I know I said I was probably going to write about the relationship between faith and activity and practice rather than belief within Mormonism, but I’ve had other thoughts that I feel are more immediately relevant. And it’s obviously later than I usually post, but hey, what can you do? Anyway, I’m interested in how we use the Spirit and spiritual experiences as a way of replicating hegemony within Mormonism. At least that sparked some of these thoughts and shaped some of how they’ve come out.
As we were talking in Sunday School about receiving revelation I was thinking about how we have a pretty narrow set of acceptable options. Specifically if we look at praying to know if the Book of Mormon is true. Within Mormonism, the only acceptable answer is yes. There are safeguards built into the structure for when someone doesn’t receive a yes that maintain the underlying belief of the community in the Book of Mormon. Either the individual lacks faith or some real intent, the timing isn’t right for God to answer right now, or an answer was given, but the individual failed to receive it. One way to think of hegemony is that it’s composed of belief/ideology plus action plus reciprocal confirmation. To expand briefly on that, there’s a belief that is then acted on (belief in receiving revelation and some sense of belief in The Book of Mormon for this example followed by a prayer to seek that revelation), which is followed by the reciprocal confirmation (this is where because of the strength of the belief/ideology whatever follows the action is interpreted as a confirmation of that belief—hence the varied possible outcomes that all affirm the truthfulness of the Book of Mormon).
This does not mean that the Book of Mormon isn’t true. Truth can be reproduced by hegemonic systems. I believe in the Book of Mormon and have had spiritual experiences related to it. However, awareness of this does suggest for me that I would believe it is true even if it wasn’t. I don’t think there’s anything we can do to eliminate hegemonic systems. That’s not the point. Yet, I think awareness of them does complicate our relationship to them and can help us contest aspects of those systems.
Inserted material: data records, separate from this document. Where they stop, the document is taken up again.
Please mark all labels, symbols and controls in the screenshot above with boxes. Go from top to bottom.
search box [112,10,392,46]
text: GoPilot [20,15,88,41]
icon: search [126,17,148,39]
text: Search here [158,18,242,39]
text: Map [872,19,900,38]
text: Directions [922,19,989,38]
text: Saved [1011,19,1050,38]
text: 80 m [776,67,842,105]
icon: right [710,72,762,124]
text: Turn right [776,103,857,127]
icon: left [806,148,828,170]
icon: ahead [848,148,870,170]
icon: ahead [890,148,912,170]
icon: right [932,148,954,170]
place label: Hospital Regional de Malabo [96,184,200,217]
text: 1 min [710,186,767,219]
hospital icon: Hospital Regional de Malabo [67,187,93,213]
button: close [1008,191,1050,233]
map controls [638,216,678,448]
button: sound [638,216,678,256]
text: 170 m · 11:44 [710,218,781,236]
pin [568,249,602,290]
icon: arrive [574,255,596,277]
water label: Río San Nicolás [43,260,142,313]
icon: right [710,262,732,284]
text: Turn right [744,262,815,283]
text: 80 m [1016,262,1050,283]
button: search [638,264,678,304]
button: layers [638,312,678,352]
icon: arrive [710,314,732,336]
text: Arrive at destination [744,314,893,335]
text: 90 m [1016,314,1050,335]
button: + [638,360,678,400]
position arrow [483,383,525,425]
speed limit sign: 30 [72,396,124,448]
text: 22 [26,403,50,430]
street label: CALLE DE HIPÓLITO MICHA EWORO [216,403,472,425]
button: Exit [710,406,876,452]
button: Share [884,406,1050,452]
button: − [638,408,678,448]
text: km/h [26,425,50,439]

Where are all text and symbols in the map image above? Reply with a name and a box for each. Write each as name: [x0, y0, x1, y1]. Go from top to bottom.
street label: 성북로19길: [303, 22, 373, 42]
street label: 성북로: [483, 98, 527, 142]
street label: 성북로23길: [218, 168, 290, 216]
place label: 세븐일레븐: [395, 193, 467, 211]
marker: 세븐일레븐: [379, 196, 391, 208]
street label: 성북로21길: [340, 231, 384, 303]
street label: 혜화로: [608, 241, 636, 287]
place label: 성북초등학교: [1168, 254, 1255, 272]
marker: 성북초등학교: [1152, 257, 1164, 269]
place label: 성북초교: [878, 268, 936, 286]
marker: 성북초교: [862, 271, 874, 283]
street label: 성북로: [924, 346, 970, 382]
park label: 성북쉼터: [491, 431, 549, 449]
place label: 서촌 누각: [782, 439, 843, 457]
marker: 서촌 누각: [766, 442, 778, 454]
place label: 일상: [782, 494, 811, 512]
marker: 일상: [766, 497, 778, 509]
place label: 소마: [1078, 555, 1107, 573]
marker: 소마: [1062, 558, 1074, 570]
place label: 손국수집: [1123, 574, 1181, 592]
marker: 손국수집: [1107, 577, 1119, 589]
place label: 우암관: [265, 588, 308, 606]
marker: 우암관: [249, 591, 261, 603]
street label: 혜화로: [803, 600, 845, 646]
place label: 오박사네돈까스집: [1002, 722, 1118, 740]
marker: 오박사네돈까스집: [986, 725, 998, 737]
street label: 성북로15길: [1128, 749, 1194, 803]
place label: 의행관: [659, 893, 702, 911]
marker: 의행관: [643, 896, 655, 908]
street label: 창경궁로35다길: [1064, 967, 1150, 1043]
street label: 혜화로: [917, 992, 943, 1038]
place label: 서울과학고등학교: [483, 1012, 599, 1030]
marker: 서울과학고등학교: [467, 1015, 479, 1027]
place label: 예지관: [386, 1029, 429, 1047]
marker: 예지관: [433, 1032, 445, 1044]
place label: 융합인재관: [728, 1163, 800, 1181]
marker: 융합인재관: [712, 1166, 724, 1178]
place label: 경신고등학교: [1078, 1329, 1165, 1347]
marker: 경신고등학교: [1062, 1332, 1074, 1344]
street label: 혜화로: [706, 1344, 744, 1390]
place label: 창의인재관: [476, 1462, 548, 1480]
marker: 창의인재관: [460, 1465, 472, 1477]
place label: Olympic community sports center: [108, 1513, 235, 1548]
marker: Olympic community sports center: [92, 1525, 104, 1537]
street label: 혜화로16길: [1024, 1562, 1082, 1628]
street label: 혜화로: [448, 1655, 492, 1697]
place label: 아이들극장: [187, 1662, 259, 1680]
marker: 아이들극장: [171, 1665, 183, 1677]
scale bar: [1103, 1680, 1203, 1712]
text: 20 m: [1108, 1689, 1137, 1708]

But now we’re straying a bit from where I wanted to go (though there are lots of interesting and important questions and discussions to be had about this, so I might come back to it in the future). Revelation and the Book of Mormon is a fairly simple case study. Things get far messier when we look at other scenarios with more open-ended and potentially lower-stakes questions. Something like what school should I go to, what should I major in, what should I do for my career, who should I marry, etc.
It strikes me that there are a number of possible outcomes to these questions, assuming that the question was framed in a yes-no fashion (in linguistics known as a polar question apparently. Assuming that Google and Wikipedia did not just mislead me).
- Receive an answer.
- Don’t receive an answer.
- God answered, but you missed it.
There’s some messiness there, but with just those possibilities, things are decently straightforward. I think the messiness really comes when you dive into some of the possibilities within the second category (some of which apply to the third potentially), so let’s break it down:
- You were somehow unworthy to receive the revelation.
- It’s not the right time for that revelation.
- It’s unimportant.
- Both options are equally right or wrong.
- There is no God.
I don’t believe the 5th, but it would be dishonest to not include that as an explanation for not receiving an answer, since the other options all rely on the assumption that there is a God and that said God answers prayers. I think parsing out this is important because the path forward seems to vary pretty radically from scenario to scenario.
If I did not receive revelation because I was somehow unworthy to receive it, I would need to identify the origin of that unworthiness, repent and ask again. However, if it’s simply not the right time, no amount of repenting is going to result in revelation. So how do we distinguish between these varied possibilities? Honestly? I have no idea. Sorry if you came here hoping for some solid, lovely, concrete answers. I think we need to get some like spirit mood rings that change colors depending on what the nuances of the response are. (Because what’s better than some folk-magic-y priestcraft?)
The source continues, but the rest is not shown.